Opener Katie Herzig, who came equipped with two backup singers and an arsenal of accordion, guitars, violin, and a clarinet, serenaded the space with her delicate combination of instruments and soft vocals. With the pluck of each string, and the breath of each note, Herzig set the cool mood for the remainder of Ben’s show.

Not long after, Taylor stepped onto the stage clad in loose-fitting jeans, a Katie Herzig tee, and bare feet. True to a tranquil storytelling session, the audience sat on the nightclub’s floor, with a smattering of dimmed lights serving as the room’s sole glow. Taylor began his set with a rhythmic poem, reciting his words in a meditative fashion before apologizing to the audience for starting things off on such a serious note. But the solemnity of it all almost instantly disappeared as Taylor kicked into tunes like “Wicked Way” and “Boyfriend” — a song that described Taylor’s initial unrequited love for a girl, then her boyfriend. “A little plot twist for you,” Taylor noted as he finished the line.

Taylor’s ability to put an audience at ease was noticeable throughout Monday night’s show. He took the oft rocking club and turned it into something resembling a coffeehouse open mic night. Meanwhile, songs like “You Must’ve Fallen” were transformed into soothing serenades by way of his acoustic and some subtle drum work. In true storytelling fashion, Taylor accompanied each of his song with the telling of the tale behind it. His ability to genuinely open up with the audience made his already intimate performance so much more personal, and with stories of his famous family dropped, it felt less like watching a show and more like connecting on a personal level.
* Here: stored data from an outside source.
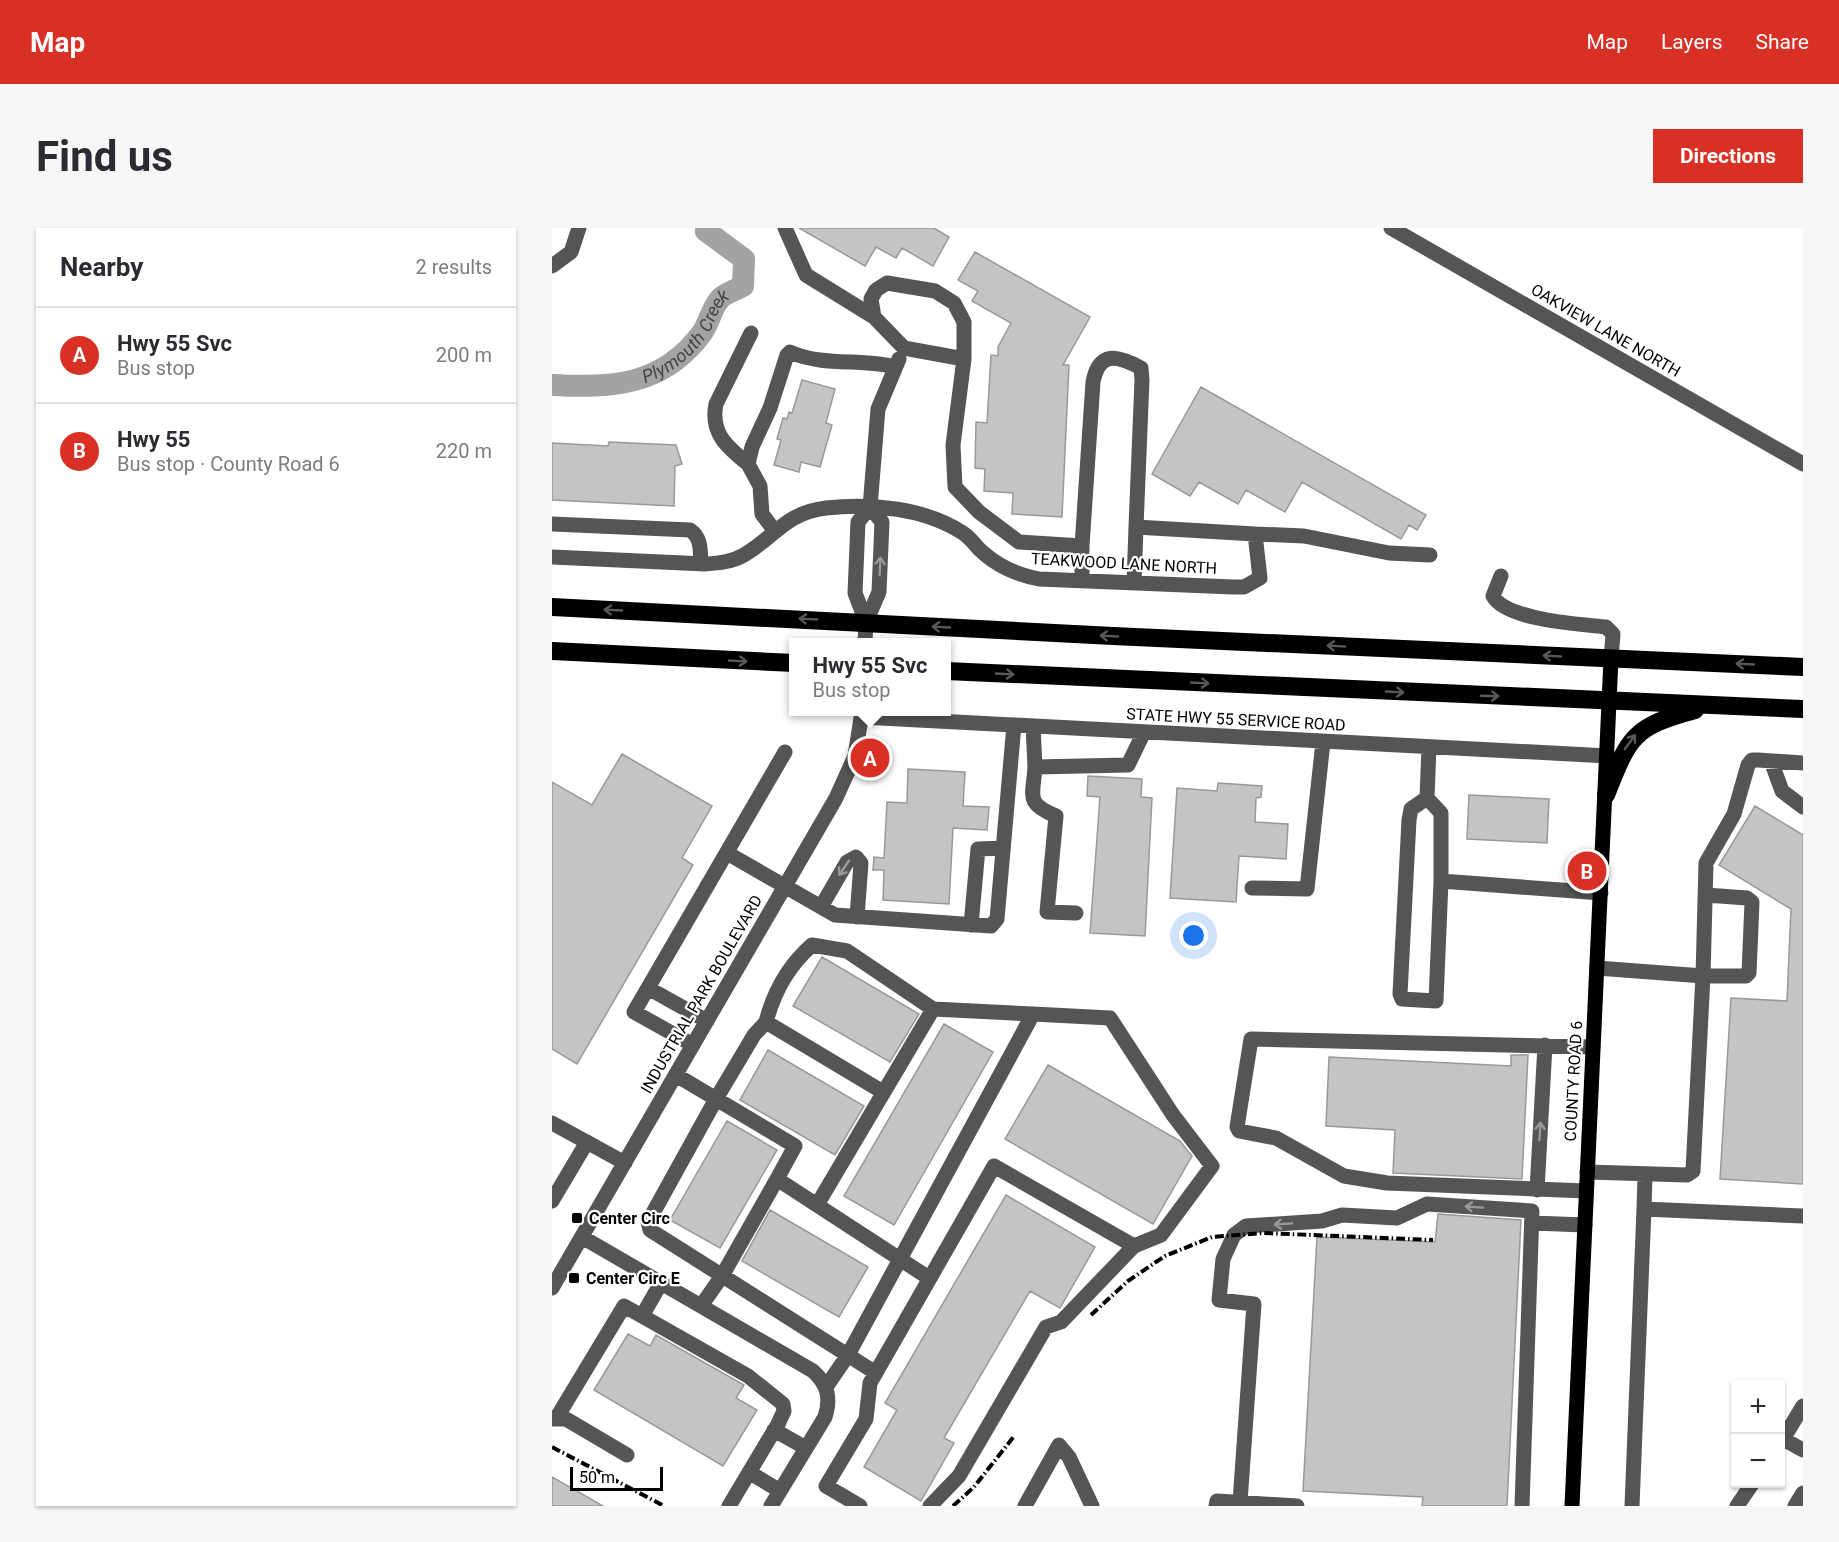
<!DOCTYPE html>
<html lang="en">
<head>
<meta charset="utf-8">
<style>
  :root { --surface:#fff; --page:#f7f7f7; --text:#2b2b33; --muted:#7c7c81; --line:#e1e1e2; --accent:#d93025 }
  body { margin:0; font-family:Roboto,sans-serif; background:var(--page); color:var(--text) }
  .controls { position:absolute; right:18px; bottom:18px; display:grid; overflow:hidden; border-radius:0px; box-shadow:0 2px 4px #0004 }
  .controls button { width:54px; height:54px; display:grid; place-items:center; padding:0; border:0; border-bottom:2px solid var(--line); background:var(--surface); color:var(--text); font:30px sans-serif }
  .scale { position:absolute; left:18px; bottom:15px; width:93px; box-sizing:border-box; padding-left:6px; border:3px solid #000; border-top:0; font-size:16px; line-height:21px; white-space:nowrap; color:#000; -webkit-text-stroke:4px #fff; paint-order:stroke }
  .you { position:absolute; left:642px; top:708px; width:21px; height:21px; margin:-15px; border:4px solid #fff; border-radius:50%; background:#1a73e8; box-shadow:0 0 0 9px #1a73e833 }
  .badge { display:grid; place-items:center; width:39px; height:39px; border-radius:50%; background:var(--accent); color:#fff; font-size:20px; font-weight:700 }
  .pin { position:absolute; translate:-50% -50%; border:3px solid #fff; box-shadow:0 2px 6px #0006 }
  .popup { position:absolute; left:237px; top:410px; width:162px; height:78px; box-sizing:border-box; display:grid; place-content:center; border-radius:0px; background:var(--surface); filter:drop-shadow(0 2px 4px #0005); font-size:20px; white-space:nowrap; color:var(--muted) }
  .popup b { font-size:22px; color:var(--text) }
  .popup::after { content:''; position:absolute; left:50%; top:100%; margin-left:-12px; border:12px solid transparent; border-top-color:var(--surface) }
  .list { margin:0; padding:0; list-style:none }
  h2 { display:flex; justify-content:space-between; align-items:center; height:78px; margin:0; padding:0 24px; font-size:26px }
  h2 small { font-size:20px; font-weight:400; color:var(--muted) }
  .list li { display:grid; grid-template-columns:39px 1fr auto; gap:18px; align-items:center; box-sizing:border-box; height:96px; padding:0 24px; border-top:2px solid var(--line) }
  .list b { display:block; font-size:22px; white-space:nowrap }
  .list p { margin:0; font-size:20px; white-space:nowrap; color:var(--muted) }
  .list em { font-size:20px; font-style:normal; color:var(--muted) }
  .map { position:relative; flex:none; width:1251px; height:1278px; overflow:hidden; border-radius:0px }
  header { display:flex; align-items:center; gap:36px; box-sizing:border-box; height:84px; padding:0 30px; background:var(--accent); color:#fff }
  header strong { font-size:28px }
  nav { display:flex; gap:33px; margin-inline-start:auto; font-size:21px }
  .intro { display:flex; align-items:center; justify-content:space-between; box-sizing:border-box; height:144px; padding:0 36px }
  h1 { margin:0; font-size:42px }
  .button { padding:15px 27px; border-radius:0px; background:var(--accent); color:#fff; font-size:21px; font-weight:700 }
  main { display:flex; gap:36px; padding:0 36px }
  aside { flex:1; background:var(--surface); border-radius:0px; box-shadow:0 2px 4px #0004 }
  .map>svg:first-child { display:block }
</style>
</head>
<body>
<header>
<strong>Map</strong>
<nav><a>Map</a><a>Layers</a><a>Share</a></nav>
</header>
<div class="intro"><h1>Find us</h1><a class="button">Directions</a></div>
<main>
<aside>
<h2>Nearby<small>2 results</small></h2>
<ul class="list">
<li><span class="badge">A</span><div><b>Hwy 55 Svc</b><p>Bus stop</p></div><em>200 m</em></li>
<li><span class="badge">B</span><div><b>Hwy 55</b><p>Bus stop · County Road 6</p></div><em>220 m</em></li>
</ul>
</aside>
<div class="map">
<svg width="1251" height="1278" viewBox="0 0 1251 1278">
  <rect width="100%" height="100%" fill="#fff"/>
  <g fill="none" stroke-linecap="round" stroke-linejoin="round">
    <path stroke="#a3a3a3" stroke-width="22" id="s1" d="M0,157C60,160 111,158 150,105C157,95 159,82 167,72C171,66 184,62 191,58L192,31L154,3L155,0"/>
  </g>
  <path fill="#c4c4c4" stroke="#999" stroke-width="1.5" d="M247,0H382L397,9L381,38L350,20L344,30L324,19L313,38Z
    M423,24L538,89L511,137H517L510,289L460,286L461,265L432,263L433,241L423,240L424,194L435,195L439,127L446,128V119L459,95L420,73L426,63L406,52Z
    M250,152L283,161L274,195L280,197L268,239L249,234L247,244L222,237L229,212L225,211L231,190L235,191L237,184L240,185Z
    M649,159L874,287L865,302L857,297L849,311L750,254L733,284L694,262L686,276L647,254L638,268L600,246Z
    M57,214L124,217L130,236L123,238L122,278L0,272V215L56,218Z
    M70,526L160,578L130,630L141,637L25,836L0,821V554L40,577Z
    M356,541L413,544L411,578L437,579L435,602L401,600L397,676L331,672L332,642H321L322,629L332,630L335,574L355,575Z
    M536,548L590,551L589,569L600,570L593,708L538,705L548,569L535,568Z
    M666,555L710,558L709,569L704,570L703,594L736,596L734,631L687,628L684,674L618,670L625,560L665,563Z
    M917,567L997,571L995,615L915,611Z
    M1203,578L1251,607V956L1168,951L1179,770L1235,773L1239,681L1167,637Z
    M270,729L367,786L338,834L241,778Z
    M392,796L441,824L342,997L292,968Z
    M216,822L312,878L283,927L188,872Z
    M959,827H976L970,951L841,945L843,902L774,898L777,829L959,838Z
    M496,837L628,913L640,928L601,996L453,911Z
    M175,893L225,922L168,1020L118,992Z
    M454,967L543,1019L508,1080L478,1063L392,1210L402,1215L369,1273L312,1239L345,1182L333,1175Z
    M218,982L316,1039L287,1089L190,1033Z
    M886,986L969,992L955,1278H870L871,1269L751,1263L765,1009L883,1014Z
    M76,1106L98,1118L104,1107L192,1157L184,1170L205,1182L171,1238L42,1162Z
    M0,1249L51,1278H0Z"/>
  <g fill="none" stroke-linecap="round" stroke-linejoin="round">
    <path stroke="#555" stroke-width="15" d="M233,0L254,47L322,89
      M839,0L1251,236
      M0,38L19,24L27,0
      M196,236C175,219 158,205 164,176L199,105
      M0,296L138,302C150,310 148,323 149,336
      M222,302L210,286L208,258L196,236L200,219L218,180L235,127L238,124C272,139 309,130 343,139
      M703,306L752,308L837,325L878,327
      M0,329L153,336C167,335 180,334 192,327C223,309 233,285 274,280C319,275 373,280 411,305C417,309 422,315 427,321C445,338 463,346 487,351L681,359H692L708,350L703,306L584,299L590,152L589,140C565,127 547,123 541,154L530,318L467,314L427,284L403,259L401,217L412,131V94L402,75L383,63L335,55L324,62L319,71L322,89L352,120L412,131
      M949,348L941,368C954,392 1027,396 1054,399L1061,406L1059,431
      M530,352V318
      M582,355L584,299
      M314,394L303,365L306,294L318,279L326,181L347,131
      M313,414L314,394L327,364L330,294L318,279
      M309,489L1056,528
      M481,498L483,539L576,537L592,504
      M877,519L875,570L889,585V653L1049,665
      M1219,533L1230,563L1251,579
      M483,539C481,569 473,575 504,588L495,684L524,685
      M875,570L859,581L857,592L848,766L850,771L884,773L889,653
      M175,625L283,687L439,698L445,691L462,497
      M700,660L755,661L771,514
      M269,679L295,634L304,629L309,635L305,689
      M419,697L426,621L451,620
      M1045,740L1151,748L1154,635L1182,586L1196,537L1200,532H1206L1251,535
      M96,760L155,793
      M214,794L202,807L164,871L96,994L98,1002L324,1145
      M141,817L82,784L233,524
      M124,847L243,918L225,951L377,1050
      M331,864L214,794C222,763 236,738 260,717L295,723L381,781
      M0,895L73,935
      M1035,944L1135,947L1141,943L1151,748H1194L1197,745L1200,674L1195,670L1154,667
      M1093,947L1092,981L1251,988
      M985,962L993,817
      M1034,963L835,955L792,948L724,910L687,903L685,899L699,811L1041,819
      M0,973L35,914
      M265,977L381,781L481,786
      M980,995L1033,997
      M30,1009L261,1143C276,1157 279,1170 273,1189L219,1278
      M0,1060L284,570L303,528L310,484
      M149,1078L170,1048L225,951
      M90,1088L196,1148L231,1176L232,1183L226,1196L177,1278
      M274,1159L296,1127L481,786L558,790L621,887L660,938L609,1007L582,1018
      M0,1191H14L75,1227
      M4,1191L72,1078L90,1088L109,1055
      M222,1202L254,1220
      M1231,1211L1251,1178
      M1228,1215L1231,1211L1251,1222
      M197,1244L228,1263
      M688,1274L702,1076L667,1072L671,1031L682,1007L694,998L770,993L790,987L845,990L875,976L980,983L970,1278
      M308,1278L274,1258L314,1191L318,1155L442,938L582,1018L509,1094L494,1099L407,1248L378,1278
      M473,1278L507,1217L517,1229L540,1278
      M664,1278L665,1273L745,1278
      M1080,1278L1092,981
      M1185,1278L1200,1256
      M1243,1278L1251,1265"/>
    <path stroke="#000" stroke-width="15" d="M1020,1278L1059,431"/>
    <path stroke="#000" stroke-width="18" d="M0,379L561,408L1251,439
      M0,423L242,435
      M394,443L1251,481
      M1054,567C1077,509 1080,499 1143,482"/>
    <path stroke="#000" stroke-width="4" stroke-dasharray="9 3 1.5 3" stroke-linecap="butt" d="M539,1087L576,1053L613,1028L660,1009L712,1005L881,1012
      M0,1219L112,1278
      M401,1278L422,1259L463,1207"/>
  </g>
  <defs><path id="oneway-shaft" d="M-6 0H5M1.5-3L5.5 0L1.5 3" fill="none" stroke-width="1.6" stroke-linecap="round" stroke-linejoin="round" transform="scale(1.5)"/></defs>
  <g stroke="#999">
    <use href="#oneway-shaft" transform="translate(328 338) rotate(-88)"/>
    <use href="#oneway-shaft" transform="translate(292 640) rotate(124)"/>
    <use href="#oneway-shaft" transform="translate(988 903) rotate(-87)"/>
    <use href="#oneway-shaft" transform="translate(922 979) rotate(-176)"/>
    <use href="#oneway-shaft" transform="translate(731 996) rotate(176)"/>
  </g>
  <g stroke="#595959">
    <use href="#oneway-shaft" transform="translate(61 382) rotate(-177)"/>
    <use href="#oneway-shaft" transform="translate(256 391) rotate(-177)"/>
    <use href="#oneway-shaft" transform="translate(389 399) rotate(-177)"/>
    <use href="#oneway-shaft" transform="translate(557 408) rotate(-177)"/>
    <use href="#oneway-shaft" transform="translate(784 418) rotate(-177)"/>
    <use href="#oneway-shaft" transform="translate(1000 428) rotate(-177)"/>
    <use href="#oneway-shaft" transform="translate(186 433) rotate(3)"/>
    <use href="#oneway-shaft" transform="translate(1193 436) rotate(-177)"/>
    <use href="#oneway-shaft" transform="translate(453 446) rotate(3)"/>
    <use href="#oneway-shaft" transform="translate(648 455) rotate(3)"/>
    <use href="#oneway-shaft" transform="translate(843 464) rotate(3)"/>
    <use href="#oneway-shaft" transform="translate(938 468) rotate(2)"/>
    <use href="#oneway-shaft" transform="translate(1078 514) rotate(-54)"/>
  </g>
  <g fill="#000" stroke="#fff" stroke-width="2">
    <rect x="19" y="984" width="12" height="12" rx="3"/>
    <rect x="16" y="1044" width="12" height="12" rx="3"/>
  </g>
  <g text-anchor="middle" stroke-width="4.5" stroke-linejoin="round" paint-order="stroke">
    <g font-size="16" fill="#000" stroke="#fff">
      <text transform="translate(1054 102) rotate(30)" y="6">OAKVIEW LANE NORTH</text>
      <text transform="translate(572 335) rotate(3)" y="6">TEAKWOOD LANE NORTH</text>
      <text transform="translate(684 491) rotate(3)" y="6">STATE HWY 55 SERVICE ROAD</text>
      <text transform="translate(149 766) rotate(-60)" y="6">INDUSTRIAL PARK BOULEVARD</text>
      <text transform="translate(1021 853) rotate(-87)" y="6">COUNTY ROAD 6</text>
    </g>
    <g font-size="16" font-weight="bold" fill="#000" stroke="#fff" text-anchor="start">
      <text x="37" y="996">Center Circ</text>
      <text x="34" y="1056">Center Circ E</text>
    </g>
    <g font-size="18" font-style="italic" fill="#444" stroke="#fff">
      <text dy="6" stroke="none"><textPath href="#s1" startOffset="153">Plymouth Creek</textPath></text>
    </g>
  </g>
</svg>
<div class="controls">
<button>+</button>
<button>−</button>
</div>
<div class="scale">50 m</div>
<div class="you"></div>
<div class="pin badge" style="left:318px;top:530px">A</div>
<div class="popup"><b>Hwy 55 Svc</b>Bus stop</div>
<div class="pin badge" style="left:1035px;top:643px">B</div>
</div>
</main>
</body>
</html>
Especially illustrative of this was Taylor’s “Turn on the Lights,” which was written from his unborn nephews’ perspective during the months when the singer was anxiously anticipating his birth.

With a compilation of relaxed acts that clearly complimented each other — not to mention Taylor’s seemingly unending ability to unwind each and every member of his audience—Monday’s show proved to be prime time for down time.